Hi,
Using SAS EG 8.3 and SAS9.4, and SAS is not my usual programming language.
I have a multiline text prompt which I need to convert to a table with a single column (from which I can do a join on another table to filter).
So, essentially, for this:
%LET input_values = 1000456001 2000789002 3008246003;
I need to turn it into:
result |
1000456001 |
2000789002 |
3008246003 |
I have tried this code:
%LET input_values = 1000456001 2000789002 3008246003; data input (keep = result); string = "&input_values."; do i=1 by 1 while (scan(string,i,'#') ^= ' '); result=scan(string,i,'#'); output; end; run;
However, there are scenarios where the list of values might contain 10k distinct values and I receive this error code:
ERROR: The text expression length (65537) exceeds maximum length (65534). The text expression has been truncated to 65534 characters.

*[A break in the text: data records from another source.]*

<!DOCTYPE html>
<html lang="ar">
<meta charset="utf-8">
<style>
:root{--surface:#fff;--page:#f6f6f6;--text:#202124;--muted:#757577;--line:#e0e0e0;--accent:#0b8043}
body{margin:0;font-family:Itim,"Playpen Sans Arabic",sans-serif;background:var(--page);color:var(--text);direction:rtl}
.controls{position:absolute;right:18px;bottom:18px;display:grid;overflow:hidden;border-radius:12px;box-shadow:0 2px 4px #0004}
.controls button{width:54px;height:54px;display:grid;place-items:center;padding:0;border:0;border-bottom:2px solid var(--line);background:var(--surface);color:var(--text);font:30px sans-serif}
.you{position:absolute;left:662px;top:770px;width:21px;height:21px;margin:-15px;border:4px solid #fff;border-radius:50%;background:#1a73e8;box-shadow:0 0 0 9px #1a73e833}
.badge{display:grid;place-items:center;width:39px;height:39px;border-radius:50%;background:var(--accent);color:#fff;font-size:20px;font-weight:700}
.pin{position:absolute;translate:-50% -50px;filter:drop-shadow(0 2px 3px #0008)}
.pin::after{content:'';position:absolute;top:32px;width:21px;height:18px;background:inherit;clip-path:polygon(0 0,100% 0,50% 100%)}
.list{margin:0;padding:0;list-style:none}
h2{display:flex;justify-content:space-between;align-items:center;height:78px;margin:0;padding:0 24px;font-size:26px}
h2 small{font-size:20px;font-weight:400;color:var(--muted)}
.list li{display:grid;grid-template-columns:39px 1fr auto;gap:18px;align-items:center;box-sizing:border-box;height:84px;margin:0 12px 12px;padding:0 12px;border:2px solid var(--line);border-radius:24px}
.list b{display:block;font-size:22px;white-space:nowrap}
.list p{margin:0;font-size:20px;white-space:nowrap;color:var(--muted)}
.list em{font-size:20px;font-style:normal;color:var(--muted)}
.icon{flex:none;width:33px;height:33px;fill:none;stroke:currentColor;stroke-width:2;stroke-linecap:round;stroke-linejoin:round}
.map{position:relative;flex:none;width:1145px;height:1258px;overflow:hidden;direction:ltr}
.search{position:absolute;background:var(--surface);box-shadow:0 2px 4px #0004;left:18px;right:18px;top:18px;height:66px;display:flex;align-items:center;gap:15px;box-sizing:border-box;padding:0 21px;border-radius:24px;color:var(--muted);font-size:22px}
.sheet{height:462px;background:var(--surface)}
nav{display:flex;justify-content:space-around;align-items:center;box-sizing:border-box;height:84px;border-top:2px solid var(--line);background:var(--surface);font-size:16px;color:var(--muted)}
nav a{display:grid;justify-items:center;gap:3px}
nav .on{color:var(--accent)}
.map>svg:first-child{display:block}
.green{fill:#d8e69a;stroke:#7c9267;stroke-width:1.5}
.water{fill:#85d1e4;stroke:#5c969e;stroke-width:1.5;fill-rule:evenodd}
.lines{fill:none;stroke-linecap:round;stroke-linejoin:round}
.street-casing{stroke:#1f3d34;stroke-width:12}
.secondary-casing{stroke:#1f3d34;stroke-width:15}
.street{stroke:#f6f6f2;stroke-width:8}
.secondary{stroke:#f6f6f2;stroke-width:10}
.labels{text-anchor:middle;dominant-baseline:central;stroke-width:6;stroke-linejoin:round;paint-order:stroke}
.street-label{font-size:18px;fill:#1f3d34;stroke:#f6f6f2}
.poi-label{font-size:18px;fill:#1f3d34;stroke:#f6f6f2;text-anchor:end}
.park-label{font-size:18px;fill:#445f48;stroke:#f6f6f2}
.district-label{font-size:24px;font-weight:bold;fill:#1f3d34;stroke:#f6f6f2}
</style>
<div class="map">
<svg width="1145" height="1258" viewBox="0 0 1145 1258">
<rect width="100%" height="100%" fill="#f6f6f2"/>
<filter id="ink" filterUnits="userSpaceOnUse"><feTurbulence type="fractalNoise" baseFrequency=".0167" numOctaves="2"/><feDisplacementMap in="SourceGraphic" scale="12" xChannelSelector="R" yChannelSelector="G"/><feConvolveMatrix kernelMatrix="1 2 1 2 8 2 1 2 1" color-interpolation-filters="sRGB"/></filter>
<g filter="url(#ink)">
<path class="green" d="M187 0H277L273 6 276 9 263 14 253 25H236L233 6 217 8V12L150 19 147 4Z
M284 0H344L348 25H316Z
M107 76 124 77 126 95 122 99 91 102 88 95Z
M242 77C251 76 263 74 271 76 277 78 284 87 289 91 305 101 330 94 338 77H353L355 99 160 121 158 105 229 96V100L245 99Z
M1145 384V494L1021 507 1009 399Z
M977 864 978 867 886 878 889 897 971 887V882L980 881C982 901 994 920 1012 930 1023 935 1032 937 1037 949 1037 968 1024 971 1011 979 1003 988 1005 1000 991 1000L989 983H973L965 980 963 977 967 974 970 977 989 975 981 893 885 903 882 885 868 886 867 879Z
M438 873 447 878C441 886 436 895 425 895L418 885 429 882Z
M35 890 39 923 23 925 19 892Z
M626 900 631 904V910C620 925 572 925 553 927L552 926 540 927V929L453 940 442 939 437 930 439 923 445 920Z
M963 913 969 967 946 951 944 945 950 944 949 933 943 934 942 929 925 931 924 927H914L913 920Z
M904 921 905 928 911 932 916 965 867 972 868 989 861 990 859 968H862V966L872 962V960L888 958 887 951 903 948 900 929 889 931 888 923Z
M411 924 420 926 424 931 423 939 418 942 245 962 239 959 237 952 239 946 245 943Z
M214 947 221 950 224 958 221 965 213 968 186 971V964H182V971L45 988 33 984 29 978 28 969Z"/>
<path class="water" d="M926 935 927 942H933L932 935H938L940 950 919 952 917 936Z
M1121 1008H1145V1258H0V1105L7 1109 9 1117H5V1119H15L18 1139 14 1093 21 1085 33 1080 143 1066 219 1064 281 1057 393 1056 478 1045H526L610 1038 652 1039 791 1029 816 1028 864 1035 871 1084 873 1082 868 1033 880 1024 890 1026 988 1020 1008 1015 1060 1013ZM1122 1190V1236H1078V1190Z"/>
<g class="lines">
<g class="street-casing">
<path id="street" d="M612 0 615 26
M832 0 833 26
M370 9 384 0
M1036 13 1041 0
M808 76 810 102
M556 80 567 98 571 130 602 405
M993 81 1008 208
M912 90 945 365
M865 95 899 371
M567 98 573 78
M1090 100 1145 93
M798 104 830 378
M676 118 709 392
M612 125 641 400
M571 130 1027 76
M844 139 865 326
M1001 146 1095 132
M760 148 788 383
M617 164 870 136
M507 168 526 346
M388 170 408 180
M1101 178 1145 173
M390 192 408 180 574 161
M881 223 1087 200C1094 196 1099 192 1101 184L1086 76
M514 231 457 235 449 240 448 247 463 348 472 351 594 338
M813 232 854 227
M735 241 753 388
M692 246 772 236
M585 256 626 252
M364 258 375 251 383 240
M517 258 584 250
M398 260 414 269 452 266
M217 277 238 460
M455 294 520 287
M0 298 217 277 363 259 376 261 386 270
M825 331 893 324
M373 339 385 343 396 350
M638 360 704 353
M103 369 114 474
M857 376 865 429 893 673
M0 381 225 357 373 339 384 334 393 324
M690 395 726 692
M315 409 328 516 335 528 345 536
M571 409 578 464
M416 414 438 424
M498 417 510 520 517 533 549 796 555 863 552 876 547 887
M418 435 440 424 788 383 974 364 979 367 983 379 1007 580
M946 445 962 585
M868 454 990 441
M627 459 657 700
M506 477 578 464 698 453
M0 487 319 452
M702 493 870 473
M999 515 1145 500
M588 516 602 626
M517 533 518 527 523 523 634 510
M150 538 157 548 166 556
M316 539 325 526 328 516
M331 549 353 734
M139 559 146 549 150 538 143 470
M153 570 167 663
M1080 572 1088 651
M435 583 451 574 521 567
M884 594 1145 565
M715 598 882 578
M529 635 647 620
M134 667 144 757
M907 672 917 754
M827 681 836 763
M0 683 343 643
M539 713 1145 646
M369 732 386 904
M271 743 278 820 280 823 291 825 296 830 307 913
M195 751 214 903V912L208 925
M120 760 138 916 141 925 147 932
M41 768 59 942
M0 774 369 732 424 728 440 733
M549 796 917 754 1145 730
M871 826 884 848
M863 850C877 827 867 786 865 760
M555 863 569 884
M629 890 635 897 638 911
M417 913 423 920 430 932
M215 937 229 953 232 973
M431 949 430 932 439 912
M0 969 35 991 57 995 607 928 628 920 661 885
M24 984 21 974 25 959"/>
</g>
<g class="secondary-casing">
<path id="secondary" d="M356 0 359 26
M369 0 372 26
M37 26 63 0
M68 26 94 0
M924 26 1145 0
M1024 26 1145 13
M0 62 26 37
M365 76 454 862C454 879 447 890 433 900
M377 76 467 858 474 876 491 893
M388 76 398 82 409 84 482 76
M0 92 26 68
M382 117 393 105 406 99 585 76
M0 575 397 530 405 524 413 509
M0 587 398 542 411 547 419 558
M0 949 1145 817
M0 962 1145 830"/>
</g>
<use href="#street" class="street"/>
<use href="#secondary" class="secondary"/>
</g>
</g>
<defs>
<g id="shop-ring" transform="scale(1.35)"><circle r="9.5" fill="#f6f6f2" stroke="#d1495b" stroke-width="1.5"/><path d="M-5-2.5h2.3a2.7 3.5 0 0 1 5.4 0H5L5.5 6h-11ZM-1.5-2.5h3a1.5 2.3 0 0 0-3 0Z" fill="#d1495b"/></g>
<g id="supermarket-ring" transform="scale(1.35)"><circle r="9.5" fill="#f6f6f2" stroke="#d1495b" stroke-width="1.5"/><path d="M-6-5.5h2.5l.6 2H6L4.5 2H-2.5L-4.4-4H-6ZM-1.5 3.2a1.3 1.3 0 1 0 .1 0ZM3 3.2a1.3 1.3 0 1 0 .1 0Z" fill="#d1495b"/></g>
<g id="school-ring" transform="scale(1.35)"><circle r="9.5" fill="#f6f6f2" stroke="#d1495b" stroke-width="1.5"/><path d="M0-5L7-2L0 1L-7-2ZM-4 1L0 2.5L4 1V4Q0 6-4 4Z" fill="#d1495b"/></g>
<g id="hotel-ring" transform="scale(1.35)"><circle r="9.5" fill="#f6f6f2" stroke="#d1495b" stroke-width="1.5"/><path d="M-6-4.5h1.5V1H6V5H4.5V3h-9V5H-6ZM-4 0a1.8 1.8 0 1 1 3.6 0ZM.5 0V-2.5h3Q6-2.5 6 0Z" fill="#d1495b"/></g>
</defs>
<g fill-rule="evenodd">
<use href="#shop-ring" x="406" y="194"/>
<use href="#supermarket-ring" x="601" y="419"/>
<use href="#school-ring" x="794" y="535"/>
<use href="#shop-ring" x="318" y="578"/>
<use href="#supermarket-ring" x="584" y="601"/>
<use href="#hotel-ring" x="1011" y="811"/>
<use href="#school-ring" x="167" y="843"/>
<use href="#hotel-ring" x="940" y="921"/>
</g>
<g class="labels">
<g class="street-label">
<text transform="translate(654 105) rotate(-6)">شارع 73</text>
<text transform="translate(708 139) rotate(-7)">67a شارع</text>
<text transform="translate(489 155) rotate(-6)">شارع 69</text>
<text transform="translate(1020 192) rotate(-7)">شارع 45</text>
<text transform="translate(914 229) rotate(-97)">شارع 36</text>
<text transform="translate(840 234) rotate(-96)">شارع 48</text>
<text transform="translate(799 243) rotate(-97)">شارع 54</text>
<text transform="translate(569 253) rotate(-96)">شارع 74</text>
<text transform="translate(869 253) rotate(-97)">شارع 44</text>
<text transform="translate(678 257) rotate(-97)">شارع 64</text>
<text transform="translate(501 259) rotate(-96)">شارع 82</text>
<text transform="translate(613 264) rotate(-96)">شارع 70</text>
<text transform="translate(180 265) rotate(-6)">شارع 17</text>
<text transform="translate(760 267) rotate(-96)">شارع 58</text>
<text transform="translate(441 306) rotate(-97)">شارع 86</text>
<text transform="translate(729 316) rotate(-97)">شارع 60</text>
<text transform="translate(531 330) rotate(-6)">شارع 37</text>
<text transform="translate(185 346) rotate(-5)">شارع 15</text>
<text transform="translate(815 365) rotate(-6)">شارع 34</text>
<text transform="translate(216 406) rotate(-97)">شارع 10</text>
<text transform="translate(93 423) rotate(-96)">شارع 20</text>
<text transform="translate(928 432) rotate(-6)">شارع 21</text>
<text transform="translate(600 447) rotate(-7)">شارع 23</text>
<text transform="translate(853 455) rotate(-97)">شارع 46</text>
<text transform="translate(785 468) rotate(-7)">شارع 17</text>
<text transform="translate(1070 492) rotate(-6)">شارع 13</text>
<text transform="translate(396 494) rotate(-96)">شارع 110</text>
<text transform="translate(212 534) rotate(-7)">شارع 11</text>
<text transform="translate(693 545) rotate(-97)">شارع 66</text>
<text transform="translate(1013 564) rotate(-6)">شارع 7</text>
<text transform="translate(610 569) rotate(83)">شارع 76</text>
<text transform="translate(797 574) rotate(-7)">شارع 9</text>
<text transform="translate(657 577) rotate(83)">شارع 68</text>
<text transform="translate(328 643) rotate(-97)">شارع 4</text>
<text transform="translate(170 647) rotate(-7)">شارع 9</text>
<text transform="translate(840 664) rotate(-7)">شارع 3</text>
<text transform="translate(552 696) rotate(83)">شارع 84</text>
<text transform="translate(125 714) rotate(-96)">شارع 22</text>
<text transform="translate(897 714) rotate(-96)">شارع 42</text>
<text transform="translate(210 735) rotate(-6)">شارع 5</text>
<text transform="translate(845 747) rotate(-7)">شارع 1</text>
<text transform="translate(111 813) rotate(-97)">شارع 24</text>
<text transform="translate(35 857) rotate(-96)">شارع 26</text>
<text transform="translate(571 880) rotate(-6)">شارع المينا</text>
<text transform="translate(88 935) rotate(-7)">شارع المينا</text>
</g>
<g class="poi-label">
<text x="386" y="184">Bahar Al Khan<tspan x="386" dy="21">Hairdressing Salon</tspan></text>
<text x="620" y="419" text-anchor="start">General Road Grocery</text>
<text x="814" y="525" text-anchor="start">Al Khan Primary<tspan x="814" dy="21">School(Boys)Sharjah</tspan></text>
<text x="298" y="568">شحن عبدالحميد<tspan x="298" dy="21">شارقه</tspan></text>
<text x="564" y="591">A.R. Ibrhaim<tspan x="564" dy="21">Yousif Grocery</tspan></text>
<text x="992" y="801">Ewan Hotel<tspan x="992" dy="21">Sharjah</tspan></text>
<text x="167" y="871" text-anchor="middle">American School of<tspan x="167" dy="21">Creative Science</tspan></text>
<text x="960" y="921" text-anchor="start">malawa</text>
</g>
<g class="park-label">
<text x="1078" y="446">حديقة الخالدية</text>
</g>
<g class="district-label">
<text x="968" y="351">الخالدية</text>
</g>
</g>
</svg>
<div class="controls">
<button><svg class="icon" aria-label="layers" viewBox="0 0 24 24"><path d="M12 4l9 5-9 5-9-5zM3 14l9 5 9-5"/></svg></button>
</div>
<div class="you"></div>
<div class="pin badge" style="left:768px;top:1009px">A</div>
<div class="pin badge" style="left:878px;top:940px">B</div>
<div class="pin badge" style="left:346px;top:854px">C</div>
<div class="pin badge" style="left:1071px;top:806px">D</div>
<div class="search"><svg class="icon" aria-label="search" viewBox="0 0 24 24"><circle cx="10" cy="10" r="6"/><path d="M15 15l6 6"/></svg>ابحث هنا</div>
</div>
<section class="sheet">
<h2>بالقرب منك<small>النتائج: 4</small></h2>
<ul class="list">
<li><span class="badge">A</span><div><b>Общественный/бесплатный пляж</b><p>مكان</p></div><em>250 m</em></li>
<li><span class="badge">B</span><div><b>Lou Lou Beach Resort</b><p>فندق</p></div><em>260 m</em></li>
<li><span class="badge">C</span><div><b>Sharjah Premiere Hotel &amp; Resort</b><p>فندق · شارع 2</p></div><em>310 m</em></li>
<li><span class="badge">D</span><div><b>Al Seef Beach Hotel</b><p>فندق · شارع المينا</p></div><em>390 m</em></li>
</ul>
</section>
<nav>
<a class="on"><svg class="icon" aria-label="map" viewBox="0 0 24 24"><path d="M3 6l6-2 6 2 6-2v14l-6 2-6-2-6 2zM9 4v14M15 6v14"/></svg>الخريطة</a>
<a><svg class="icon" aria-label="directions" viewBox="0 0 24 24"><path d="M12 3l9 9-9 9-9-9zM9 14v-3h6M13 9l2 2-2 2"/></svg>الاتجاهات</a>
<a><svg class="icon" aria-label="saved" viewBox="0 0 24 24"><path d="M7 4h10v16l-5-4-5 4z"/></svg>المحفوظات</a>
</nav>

I presume this is happening because SAS is storing the input_values variable as a single value field rather than an array of values?
And/or the scan function is a SAS macro vairable with the 65534 length limitation?
Can anyone suggest an alternate approach to creating the table of values whilst retaining the use of the prompt?
Or am I stuck having to use something like:
data my_data; input result; cards; 10000001 10000002 10000003 ; run;
(As previously stated, I really prefer to retain the prompt rather than forcing users to copy/paste into the program code.)
User prompts store the values in macro variables, and macro variables are limited to 64k characters (actually, 65534 as you see in the ERROR message). So you are overstraining what SAS prompts can do for you.
I would look into a method using a text file; your users already have this mass of data in some form, so why not let them save it to a place where the SAS code can pick it up?
User prompts store the values in macro variables, and macro variables are limited to 64k characters (actually, 65534 as you see in the ERROR message). So you are overstraining what SAS prompts can do for you.
I would look into a method using a text file; your users already have this mass of data in some form, so why not let them save it to a place where the SAS code can pick it up?